## Task prompt
Could the lines from the top of the material to the line that contains "0 #684c32) drop-shadow(-2px" be retyped exactly, both included and pictures omitted?

## Source material
· · ·

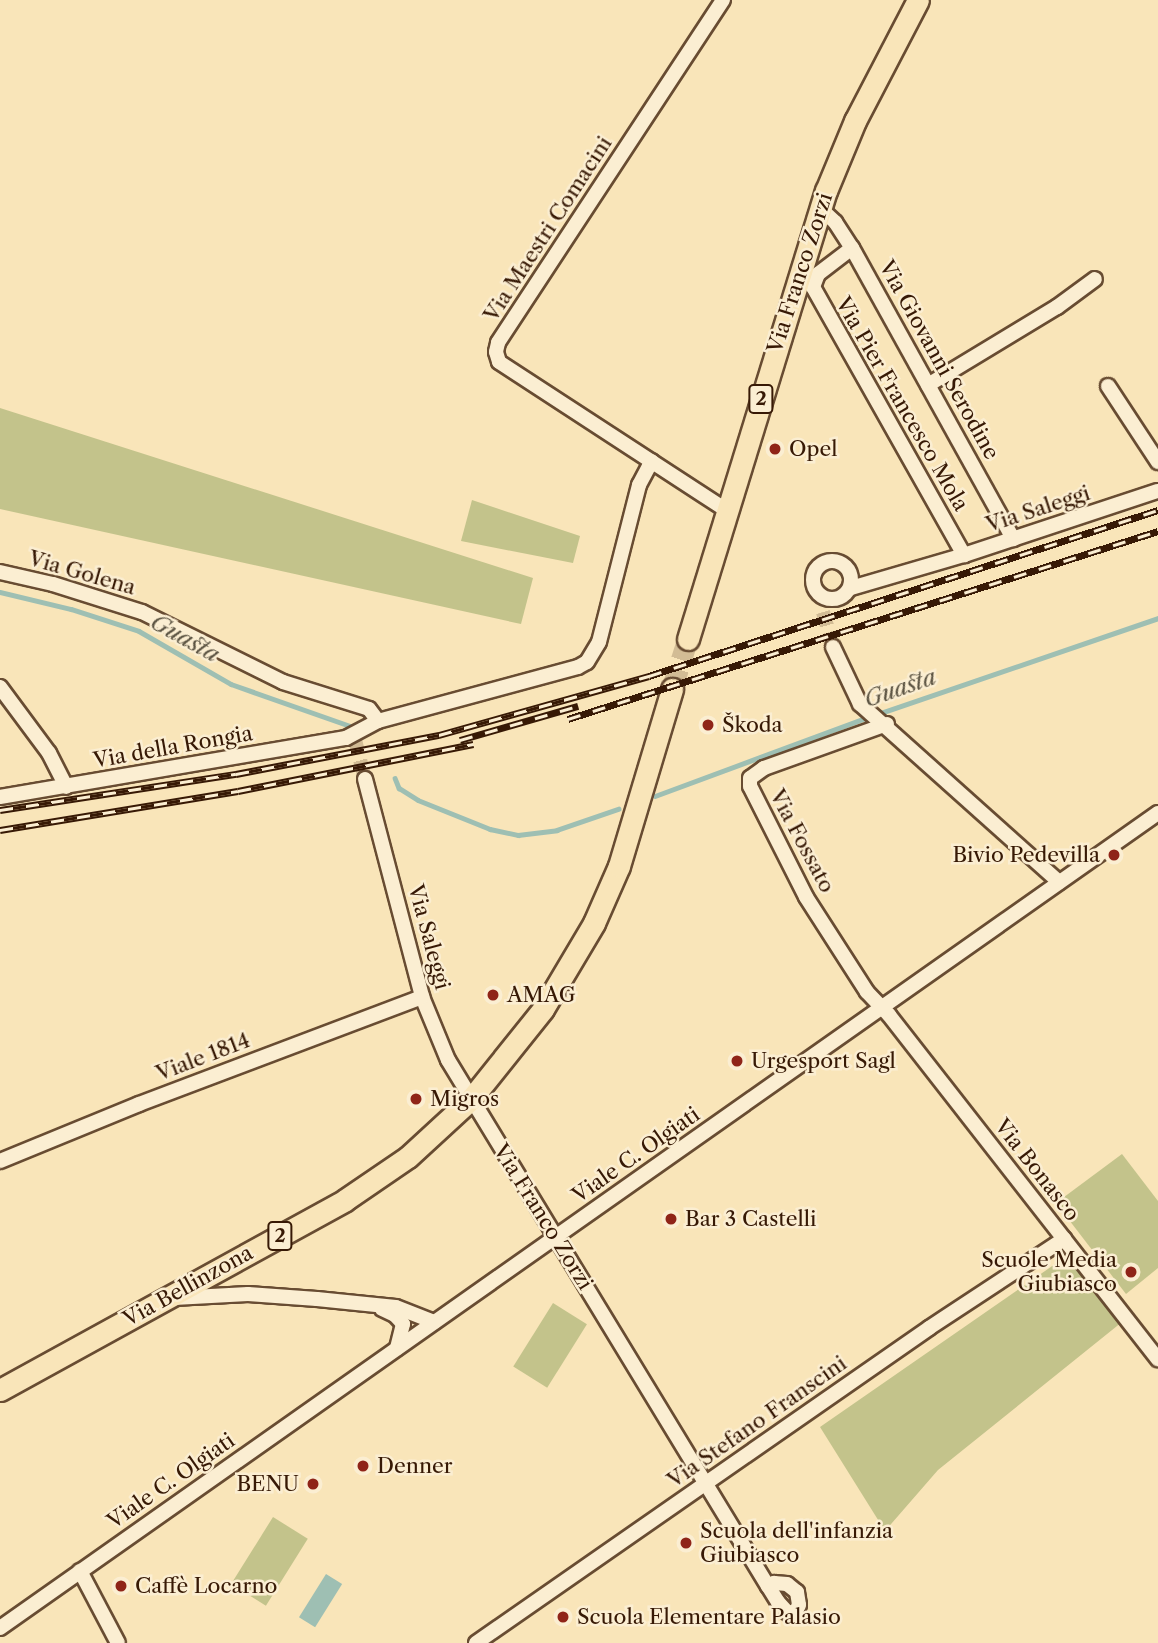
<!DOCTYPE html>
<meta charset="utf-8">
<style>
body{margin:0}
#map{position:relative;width:1158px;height:1643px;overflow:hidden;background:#f9e5b9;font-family:"Libre Caslon Text",serif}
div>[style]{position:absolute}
.green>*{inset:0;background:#c3c38b;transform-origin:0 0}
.water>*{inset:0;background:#9ebfb3;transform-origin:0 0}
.stream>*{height:4.5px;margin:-2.25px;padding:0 2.25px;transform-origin:2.25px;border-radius:2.25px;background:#9ebfb3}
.minor-tunnel>*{height:14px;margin-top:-7px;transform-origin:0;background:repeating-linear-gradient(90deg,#d2bc95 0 14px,transparent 0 21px)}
.primary-tunnel>*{height:21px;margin-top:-10.5px;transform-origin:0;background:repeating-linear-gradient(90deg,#d2bc95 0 21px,transparent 0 31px)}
.roads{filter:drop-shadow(2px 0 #684c32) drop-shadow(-2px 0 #684c32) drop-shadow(0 2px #684c32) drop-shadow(0 -2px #684c32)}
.minor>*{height:14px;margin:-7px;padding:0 7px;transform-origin:7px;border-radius:7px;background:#fbeed2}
.minor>.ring{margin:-7px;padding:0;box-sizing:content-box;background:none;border:14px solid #fbeed2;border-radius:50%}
.primary>*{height:21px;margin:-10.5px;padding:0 10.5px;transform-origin:10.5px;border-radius:10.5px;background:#f9e5b9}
.rail>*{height:7px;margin-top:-3.5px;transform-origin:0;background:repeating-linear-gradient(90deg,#fbeed2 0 13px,#371905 0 26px);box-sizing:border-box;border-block:2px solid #371905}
.dots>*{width:19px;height:19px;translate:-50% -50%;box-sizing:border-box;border:4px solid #fbeed2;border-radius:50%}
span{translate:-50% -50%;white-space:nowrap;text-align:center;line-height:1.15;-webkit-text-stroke:5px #fbeed2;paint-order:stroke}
.shield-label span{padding:2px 5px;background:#fbeed2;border:2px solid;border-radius:5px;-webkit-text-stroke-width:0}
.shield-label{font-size:19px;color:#371905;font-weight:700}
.street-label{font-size:21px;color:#371905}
.poi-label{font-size:21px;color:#371905}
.left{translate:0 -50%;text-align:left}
.right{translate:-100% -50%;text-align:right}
.water-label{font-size:23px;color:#5b5342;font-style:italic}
</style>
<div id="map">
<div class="green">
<i style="clip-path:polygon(0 408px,533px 578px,521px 624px,0 509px)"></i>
<i style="clip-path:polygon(472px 500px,580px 536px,573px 563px,461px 541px)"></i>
<i style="clip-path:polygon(1122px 1154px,1158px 1201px,1158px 1268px,1126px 1294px,1056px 1203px)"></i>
<i style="clip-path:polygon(1058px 1262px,1069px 1262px,1122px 1322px,938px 1470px,885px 1531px,820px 1427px)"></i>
<i style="left:553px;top:1303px;width:40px;height:75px;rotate:32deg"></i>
<i style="left:273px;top:1517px;width:41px;height:79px;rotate:32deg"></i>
</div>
<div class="water">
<i style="left:326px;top:1574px;width:19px;height:51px;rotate:32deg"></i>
</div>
<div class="stream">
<i style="left:0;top:592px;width:73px;rotate:13.5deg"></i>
<i style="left:71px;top:609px;width:71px;rotate:17.9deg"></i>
<i style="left:139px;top:631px;width:106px;rotate:29.9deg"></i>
<i style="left:231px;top:684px;width:126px;rotate:19.4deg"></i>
<i style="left:878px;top:714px;width:296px;rotate:-18.9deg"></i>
<i style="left:395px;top:778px;width:11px;rotate:68deg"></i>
<i style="left:399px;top:788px;width:22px;rotate:32deg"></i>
<i style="left:418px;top:800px;width:78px;rotate:21.9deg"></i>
<i style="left:490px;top:829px;width:29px;rotate:12deg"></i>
<i style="left:518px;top:835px;width:39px;rotate:-7deg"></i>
<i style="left:557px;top:830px;width:65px;rotate:-19deg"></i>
<i style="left:655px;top:796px;width:228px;rotate:-20.3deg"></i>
</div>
<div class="minor-tunnel">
<i style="left:823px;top:612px;width:36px;rotate:74deg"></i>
<i style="left:355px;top:740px;width:40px;rotate:75.6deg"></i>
</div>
<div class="primary-tunnel">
<i style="left:672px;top:689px;width:52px;rotate:-72.3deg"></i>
</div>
<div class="roads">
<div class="minor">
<i style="left:723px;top:0;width:410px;rotate:123.3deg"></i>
<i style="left:498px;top:343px;width:9px;rotate:103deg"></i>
<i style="left:496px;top:352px;width:10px;rotate:73deg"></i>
<i style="left:499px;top:362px;width:271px;rotate:33.1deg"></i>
<i style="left:820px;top:208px;width:21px;rotate:43deg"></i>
<i style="left:835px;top:222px;width:31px;rotate:57deg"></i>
<i style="left:852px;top:248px;width:333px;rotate:61deg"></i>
<i style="left:852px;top:248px;width:43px;rotate:142.6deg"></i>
<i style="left:818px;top:274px;width:14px;rotate:111deg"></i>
<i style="left:813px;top:287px;width:308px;rotate:60.6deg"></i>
<i style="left:928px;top:385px;width:151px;rotate:-31.2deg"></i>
<i style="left:1057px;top:307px;width:47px;rotate:-36.4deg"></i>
<i style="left:1108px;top:386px;width:91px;rotate:56.7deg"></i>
<i class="ring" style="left:813px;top:561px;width:24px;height:24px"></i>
<i style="left:0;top:572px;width:54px;rotate:12.8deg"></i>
<i style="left:53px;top:584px;width:93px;rotate:17.5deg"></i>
<i style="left:142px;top:612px;width:157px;rotate:26.4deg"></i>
<i style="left:283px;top:682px;width:90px;rotate:17.4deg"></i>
<i style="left:369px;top:709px;width:15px;rotate:53deg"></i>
<i style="left:851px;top:588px;width:118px;rotate:-16.3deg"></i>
<i style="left:964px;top:555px;width:204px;rotate:-18.3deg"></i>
<i style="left:833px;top:647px;width:63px;rotate:64.7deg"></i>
<i style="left:860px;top:704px;width:267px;rotate:41.8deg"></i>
<i style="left:0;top:687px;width:82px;rotate:53.4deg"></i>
<i style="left:49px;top:753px;width:38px;rotate:63deg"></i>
<i style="left:887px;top:724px;width:131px;rotate:160.3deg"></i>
<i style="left:764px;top:768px;width:17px;rotate:144deg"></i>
<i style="left:750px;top:778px;width:8px;rotate:90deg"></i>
<i style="left:750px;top:786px;width:124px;rotate:63.2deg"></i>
<i style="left:806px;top:897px;width:113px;rotate:57.3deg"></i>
<i style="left:867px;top:992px;width:32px;rotate:46deg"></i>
<i style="left:889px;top:1015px;width:437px;rotate:52deg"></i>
<i style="left:365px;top:779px;width:225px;rotate:75.3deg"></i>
<i style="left:422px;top:997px;width:68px;rotate:67.6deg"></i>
<i style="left:448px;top:1060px;width:616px;rotate:58.69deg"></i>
<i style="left:0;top:797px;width:351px;rotate:-9.7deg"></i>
<i style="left:346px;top:738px;width:36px;rotate:-28deg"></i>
<i style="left:378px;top:721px;width:207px;rotate:-15.1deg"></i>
<i style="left:578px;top:667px;width:10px;rotate:-29deg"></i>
<i style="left:587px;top:662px;width:23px;rotate:-59deg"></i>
<i style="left:599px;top:642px;width:162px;rotate:-75.7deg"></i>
<i style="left:639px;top:485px;width:27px;rotate:-62deg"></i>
<i style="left:0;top:1161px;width:150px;rotate:-22.3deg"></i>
<i style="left:139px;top:1104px;width:303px;rotate:-20.7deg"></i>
<i style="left:174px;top:1298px;width:74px;rotate:-3.1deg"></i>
<i style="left:248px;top:1294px;width:69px;rotate:4.1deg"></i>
<i style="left:317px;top:1299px;width:79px;rotate:5.8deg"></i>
<i style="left:396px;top:1307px;width:41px;rotate:21.5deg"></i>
<i style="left:382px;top:1309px;width:14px;rotate:25deg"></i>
<i style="left:395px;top:1315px;width:12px;rotate:48deg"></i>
<i style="left:403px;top:1324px;width:25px;rotate:104deg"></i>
<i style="left:80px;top:1571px;width:81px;rotate:62.2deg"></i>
<i style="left:774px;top:1583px;width:13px;rotate:4deg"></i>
<i style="left:787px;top:1584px;width:13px;rotate:39deg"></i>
<i style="left:797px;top:1592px;width:13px;rotate:81deg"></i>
<i style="left:799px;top:1605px;width:7px;rotate:117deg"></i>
<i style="left:796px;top:1611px;width:8px;rotate:166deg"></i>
<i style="left:788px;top:1613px;width:15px;rotate:-132deg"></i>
<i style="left:778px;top:1602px;width:19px;rotate:-122deg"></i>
<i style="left:768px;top:1586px;width:7px;rotate:-27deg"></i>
<i style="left:0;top:1628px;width:1416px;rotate:-35.14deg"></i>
<i style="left:476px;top:1643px;width:552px;rotate:-34.81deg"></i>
<i style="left:929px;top:1328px;width:162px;rotate:-33.4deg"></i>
</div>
<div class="primary">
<i style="left:688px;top:639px;width:469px;rotate:-72.9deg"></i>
<i style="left:826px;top:191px;width:76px;rotate:-67.5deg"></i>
<i style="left:855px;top:121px;width:136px;rotate:-62.5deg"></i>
<i style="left:0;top:1390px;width:394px;rotate:-28.8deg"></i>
<i style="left:345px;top:1200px;width:76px;rotate:-34.3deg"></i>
<i style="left:408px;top:1157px;width:86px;rotate:-42.6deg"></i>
<i style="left:471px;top:1099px;width:115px;rotate:-51.3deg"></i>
<i style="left:543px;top:1009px;width:100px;rotate:-59.3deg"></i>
<i style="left:594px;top:923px;width:62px;rotate:-66.3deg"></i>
<i style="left:619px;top:866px;width:185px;rotate:-73.3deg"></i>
</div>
</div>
<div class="rail">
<i style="left:568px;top:719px;width:619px;rotate:-17.67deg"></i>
<i style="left:460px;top:740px;width:123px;rotate:-16.1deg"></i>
<i style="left:0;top:810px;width:239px;rotate:-8.7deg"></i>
<i style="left:236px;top:774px;width:207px;rotate:-10.9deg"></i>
<i style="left:439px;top:735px;width:218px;rotate:-15.7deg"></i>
<i style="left:649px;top:676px;width:535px;rotate:-18.06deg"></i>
<i style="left:0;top:830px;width:241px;rotate:-9.3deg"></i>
<i style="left:238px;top:791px;width:240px;rotate:-11.3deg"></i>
</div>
<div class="dots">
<i style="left:775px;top:449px;background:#8f2418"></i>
<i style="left:708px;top:725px;background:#8f2418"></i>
<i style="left:1114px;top:855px;background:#8f2418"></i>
<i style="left:493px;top:995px;background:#8f2418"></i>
<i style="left:737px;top:1061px;background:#8f2418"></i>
<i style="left:416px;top:1099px;background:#8f2418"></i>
<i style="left:671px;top:1219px;background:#8f2418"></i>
<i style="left:1131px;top:1272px;background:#8f2418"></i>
<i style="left:363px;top:1466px;background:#8f2418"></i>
<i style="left:313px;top:1484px;background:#8f2418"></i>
<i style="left:686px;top:1543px;background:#8f2418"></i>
<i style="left:121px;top:1586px;background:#8f2418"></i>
<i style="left:563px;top:1617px;background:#8f2418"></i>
</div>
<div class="shield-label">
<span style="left:761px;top:399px">2</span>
<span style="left:280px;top:1236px">2</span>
</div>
<div class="street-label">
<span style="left:548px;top:229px;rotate:-57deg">Via Maestri Comacini</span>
<span style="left:800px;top:273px;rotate:-72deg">Via Franco Zorzi</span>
<span style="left:939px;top:360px;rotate:61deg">Via Giovanni Serodine</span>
<span style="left:902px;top:404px;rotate:60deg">Via Pier Francesco Mola</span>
<span style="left:1038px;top:509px;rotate:-18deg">Via Saleggi</span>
<span style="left:82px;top:573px;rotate:16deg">Via Golena</span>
<span style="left:173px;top:747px;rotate:-10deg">Via della Rongia</span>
<span style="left:802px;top:841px;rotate:62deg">Via Fossato</span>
<span style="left:429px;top:937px;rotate:75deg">Via Saleggi</span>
<span style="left:203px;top:1057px;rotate:-21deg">Viale 1814</span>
<span style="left:636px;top:1155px;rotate:-35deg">Viale C. Olgiati</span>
<span style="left:1037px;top:1170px;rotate:52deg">Via Bonasco</span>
<span style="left:543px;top:1217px;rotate:58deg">Via Franco Zorzi</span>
<span style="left:188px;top:1286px;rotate:-29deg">Via Bellinzona</span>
<span style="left:757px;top:1422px;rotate:-35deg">Via Stefano Franscini</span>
<span style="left:171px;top:1481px;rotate:-35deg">Viale C. Olgiati</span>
</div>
<div class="poi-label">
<span class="left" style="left:789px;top:449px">Opel</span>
<span class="left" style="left:722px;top:725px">Škoda</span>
<span class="right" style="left:1100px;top:855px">Bivio Pedevilla</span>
<span class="left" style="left:507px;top:995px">AMAG</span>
<span class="left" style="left:751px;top:1061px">Urgesport Sagl</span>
<span class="left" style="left:430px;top:1099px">Migros</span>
<span class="left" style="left:685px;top:1219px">Bar 3 Castelli</span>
<span class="right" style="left:1117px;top:1272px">Scuole Media<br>Giubiasco</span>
<span class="left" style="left:377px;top:1466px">Denner</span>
<span class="right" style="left:299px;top:1484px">BENU</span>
<span class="left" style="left:700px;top:1543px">Scuola dell'infanzia<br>Giubiasco</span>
<span class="left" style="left:135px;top:1586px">Caffè Locarno</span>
<span class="left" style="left:577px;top:1617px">Scuola Elementare Palasio</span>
</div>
<div class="water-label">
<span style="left:185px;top:638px;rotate:29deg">Guasta</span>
<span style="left:900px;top:688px;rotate:-19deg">Guasta</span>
</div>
</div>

· · ·

## Task output
<!DOCTYPE html>
<meta charset="utf-8">
<style>
body{margin:0}
#map{position:relative;width:1158px;height:1643px;overflow:hidden;background:#f9e5b9;font-family:"Libre Caslon Text",serif}
div>[style]{position:absolute}
.green>*{inset:0;background:#c3c38b;transform-origin:0 0}
.water>*{inset:0;background:#9ebfb3;transform-origin:0 0}
.stream>*{height:4.5px;margin:-2.25px;padding:0 2.25px;transform-origin:2.25px;border-radius:2.25px;background:#9ebfb3}
.minor-tunnel>*{height:14px;margin-top:-7px;transform-origin:0;background:repeating-linear-gradient(90deg,#d2bc95 0 14px,transparent 0 21px)}
.primary-tunnel>*{height:21px;margin-top:-10.5px;transform-origin:0;background:repeating-linear-gradient(90deg,#d2bc95 0 21px,transparent 0 31px)}
.roads{filter:drop-shadow(2px 0 #684c32) drop-shadow(-2px 0 #684c32) drop-shadow(0 2px #684c32) drop-shadow(0 -2px #684c32)}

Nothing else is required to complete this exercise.